1. A highly filled scratch and white resistant extruded grade thermoplastic elastomer material characterized by: the paint comprises the following components in parts by weight:

2. a highly filled scratch and white resistant extruded grade thermoplastic elastomer material as claimed in claim 1 wherein: the styrene elastomer is one or more of styrene-ethylene/butylene-styrene block copolymer, styrene-ethylene-propylene-styrene block copolymer and styrene-ethylene/propylene-styrene block copolymer, and the molecular weight of the styrene elastomer is more than or equal to 15 ten thousand.

3. A highly filled scratch and white resistant extruded grade thermoplastic elastomer material as claimed in claim 1 wherein: the filling oil is one or two of white oil and naphthenic oil; the flash point of the filling oil is more than 200 ℃, and the kinematic viscosity is more than 30mm at 40 DEG C²/s。

4. A highly filled scratch and white resistant extruded grade thermoplastic elastomer material as claimed in claim 1 wherein: the polyolefin is polypropylene, and the melt index of the polypropylene is not more than 10g/10 min.

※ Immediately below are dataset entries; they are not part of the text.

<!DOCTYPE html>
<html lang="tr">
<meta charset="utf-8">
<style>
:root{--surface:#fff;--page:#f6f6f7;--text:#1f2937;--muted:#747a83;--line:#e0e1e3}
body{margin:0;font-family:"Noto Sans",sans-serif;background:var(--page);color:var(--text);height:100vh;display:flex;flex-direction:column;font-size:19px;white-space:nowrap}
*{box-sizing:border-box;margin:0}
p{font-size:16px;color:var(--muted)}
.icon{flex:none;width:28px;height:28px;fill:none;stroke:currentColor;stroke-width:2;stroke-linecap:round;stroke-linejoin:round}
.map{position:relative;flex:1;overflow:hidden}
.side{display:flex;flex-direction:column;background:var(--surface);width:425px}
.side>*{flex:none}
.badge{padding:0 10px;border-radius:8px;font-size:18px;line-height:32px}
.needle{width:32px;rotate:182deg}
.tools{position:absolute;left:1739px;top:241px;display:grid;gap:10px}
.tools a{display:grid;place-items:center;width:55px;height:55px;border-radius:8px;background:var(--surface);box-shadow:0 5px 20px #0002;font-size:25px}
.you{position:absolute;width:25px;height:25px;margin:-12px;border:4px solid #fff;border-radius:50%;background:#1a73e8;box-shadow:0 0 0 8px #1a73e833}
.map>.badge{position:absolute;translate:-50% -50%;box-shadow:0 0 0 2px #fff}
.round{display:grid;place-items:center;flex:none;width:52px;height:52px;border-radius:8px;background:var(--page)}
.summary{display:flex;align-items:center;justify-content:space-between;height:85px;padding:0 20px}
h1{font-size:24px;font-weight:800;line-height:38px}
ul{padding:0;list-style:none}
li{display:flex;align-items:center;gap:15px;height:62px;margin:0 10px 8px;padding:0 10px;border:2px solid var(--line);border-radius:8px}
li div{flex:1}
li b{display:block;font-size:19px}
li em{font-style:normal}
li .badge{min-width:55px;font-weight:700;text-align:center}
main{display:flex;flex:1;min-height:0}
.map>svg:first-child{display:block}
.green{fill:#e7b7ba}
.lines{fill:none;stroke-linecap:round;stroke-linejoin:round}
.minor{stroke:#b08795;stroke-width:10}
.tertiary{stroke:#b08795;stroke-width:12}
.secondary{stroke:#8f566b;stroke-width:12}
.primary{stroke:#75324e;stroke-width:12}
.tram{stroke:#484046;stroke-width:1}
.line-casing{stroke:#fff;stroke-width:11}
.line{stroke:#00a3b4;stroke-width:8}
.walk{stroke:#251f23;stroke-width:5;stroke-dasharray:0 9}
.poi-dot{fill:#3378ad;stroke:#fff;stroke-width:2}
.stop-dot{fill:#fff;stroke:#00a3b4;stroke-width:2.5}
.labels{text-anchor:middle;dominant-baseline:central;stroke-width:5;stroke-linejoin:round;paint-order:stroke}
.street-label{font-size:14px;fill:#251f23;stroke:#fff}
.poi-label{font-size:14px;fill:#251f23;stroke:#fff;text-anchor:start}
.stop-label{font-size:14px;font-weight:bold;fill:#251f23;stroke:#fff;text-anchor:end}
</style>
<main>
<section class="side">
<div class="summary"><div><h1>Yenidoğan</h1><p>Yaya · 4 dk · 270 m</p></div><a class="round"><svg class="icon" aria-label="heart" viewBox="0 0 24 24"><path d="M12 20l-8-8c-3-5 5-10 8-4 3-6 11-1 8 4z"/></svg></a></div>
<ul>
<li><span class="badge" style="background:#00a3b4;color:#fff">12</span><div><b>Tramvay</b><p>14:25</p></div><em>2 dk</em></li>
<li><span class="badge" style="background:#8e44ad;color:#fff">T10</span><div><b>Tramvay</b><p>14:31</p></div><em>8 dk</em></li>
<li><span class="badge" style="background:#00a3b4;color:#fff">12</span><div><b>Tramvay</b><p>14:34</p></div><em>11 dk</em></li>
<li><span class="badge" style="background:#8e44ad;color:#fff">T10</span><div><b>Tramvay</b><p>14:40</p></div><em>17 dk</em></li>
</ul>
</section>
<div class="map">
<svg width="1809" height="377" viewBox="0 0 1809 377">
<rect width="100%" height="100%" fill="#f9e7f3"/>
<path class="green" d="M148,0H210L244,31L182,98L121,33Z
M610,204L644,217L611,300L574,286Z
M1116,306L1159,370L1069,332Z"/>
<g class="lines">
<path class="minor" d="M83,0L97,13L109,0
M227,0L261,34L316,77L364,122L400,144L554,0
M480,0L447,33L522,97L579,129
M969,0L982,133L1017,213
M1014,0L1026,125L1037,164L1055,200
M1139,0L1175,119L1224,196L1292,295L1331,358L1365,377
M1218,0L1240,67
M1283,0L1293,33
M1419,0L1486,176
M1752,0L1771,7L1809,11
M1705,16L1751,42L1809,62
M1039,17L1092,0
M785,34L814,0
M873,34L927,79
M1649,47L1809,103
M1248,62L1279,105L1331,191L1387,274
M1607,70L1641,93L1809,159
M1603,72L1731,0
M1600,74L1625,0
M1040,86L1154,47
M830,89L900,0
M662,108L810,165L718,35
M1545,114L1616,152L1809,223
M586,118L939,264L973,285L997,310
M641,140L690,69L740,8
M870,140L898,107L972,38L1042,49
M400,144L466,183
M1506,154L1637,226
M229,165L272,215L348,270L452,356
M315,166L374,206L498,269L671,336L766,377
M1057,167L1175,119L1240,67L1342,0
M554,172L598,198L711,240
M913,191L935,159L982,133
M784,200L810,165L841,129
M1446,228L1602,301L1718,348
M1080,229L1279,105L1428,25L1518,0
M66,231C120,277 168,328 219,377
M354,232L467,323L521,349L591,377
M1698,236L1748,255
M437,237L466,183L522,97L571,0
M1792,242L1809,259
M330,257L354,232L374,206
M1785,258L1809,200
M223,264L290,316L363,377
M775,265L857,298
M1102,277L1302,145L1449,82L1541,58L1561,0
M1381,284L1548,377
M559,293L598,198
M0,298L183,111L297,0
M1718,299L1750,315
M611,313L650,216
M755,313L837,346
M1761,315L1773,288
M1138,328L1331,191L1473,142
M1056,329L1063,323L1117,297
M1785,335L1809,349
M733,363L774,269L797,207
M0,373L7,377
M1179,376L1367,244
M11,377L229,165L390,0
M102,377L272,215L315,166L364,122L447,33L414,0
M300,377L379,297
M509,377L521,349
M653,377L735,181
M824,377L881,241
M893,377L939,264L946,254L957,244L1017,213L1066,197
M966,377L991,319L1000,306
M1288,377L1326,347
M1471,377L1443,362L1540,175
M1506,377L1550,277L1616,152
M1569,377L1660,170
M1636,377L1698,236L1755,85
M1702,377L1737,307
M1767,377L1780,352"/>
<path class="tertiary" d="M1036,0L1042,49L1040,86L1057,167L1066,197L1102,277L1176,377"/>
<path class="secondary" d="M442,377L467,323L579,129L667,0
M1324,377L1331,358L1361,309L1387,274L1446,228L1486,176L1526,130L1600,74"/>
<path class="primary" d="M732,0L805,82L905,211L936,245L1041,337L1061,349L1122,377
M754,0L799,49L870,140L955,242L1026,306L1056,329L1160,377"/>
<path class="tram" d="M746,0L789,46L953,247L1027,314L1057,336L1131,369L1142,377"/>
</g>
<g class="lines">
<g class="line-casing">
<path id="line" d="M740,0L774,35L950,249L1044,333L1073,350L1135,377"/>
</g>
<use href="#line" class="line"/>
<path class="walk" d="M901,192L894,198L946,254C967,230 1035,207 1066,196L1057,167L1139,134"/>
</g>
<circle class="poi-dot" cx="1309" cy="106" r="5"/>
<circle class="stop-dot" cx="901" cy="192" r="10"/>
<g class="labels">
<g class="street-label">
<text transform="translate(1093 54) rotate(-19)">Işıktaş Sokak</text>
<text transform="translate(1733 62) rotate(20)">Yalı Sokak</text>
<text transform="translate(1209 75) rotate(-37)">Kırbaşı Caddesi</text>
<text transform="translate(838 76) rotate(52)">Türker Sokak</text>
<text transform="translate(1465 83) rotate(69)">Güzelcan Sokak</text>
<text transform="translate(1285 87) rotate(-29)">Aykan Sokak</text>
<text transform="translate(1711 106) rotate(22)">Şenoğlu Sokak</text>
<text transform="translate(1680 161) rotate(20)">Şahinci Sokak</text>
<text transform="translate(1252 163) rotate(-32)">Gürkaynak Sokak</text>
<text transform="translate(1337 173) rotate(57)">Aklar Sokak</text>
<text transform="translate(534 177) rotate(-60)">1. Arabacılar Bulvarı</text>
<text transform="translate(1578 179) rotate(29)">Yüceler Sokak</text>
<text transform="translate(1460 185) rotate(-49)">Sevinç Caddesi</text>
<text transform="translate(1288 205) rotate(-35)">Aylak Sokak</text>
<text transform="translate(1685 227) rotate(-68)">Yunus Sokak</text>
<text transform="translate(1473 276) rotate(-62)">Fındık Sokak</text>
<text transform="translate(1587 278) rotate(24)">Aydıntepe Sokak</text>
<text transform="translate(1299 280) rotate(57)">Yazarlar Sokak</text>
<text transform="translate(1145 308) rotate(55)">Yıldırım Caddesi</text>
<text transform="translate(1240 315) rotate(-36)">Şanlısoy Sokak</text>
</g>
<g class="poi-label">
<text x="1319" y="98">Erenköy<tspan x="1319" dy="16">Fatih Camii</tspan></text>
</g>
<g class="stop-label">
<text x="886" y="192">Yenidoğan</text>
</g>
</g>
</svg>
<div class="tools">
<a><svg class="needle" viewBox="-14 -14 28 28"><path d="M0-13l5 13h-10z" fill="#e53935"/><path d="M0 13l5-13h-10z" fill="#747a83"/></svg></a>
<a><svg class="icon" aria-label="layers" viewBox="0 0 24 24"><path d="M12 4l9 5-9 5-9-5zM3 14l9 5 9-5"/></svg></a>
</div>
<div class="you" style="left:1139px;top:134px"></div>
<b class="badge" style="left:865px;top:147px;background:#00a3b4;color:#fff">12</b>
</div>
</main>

5. A highly filled scratch and white resistant extruded grade thermoplastic elastomer material as claimed in claim 1 wherein: the smooth auxiliary agent is silicone master batch capable of reducing the surface friction coefficient; the lubricant is one or more of polyethylene wax, erucic amide, calcium stearate, oleamide and zinc stearate.

6. A highly filled scratch and white resistant extruded grade thermoplastic elastomer material as claimed in claim 1 wherein: the modified inorganic filler is an inorganic filler treated by adopting a silane coupling agent, and the using amount of the silane coupling agent is 0.2-3% of the total mass of the inorganic filler; the inorganic filler is one or two of calcium carbonate and barium sulfate.

7. The highly filled, scratch and white resistant extruded grade thermoplastic elastomer material of claim 6, wherein: the structural formula of the silane coupling agent is as follows:

8. a highly filled scratch and white resistant extruded grade thermoplastic elastomer material as claimed in claim 1 wherein: the average grain diameter of the modified inorganic filler is less than or equal to 3.5 mu m.

9. A process for the preparation of a highly filled scratch and white resistant extruded grade thermoplastic elastomer material as claimed in claim 1 characterized by: the method comprises the following steps:

mixing materials: weighing 100 parts of oil-chargeable thermoplastic styrene elastomer and 30-150 parts of filling oil, adding into a mixer, and stirring at high speed for 0.1-10 minutes to prepare a styrene elastomer mixture with uniform oil absorption; on the basis of the prepared elastomer mixture, sequentially adding 10-300 parts of polyolefin, 1-50 parts of a slipping auxiliary agent, 50-300 parts of a modified inorganic filler and 0.1-10 parts of a lubricant into a mixer, and mixing and stirring uniformly;

and (3) extruding and granulating: and (3) melting, extruding and granulating the mixture combined according to the formula by a single-screw or double-screw extruder.

10. A process for the preparation of a highly filled scratch and white resistant extruded grade thermoplastic elastomer material as claimed in claim 9 wherein: the rotating speed of the mixer in the mixing step reaches more than 160 revolutions per minute;

the extruder adopted in the extrusion granulation step is a double-screw extruder, the length-diameter ratio of the double-screw extruder is at least 25:1, and the melt extrusion temperature is 170-240 ℃.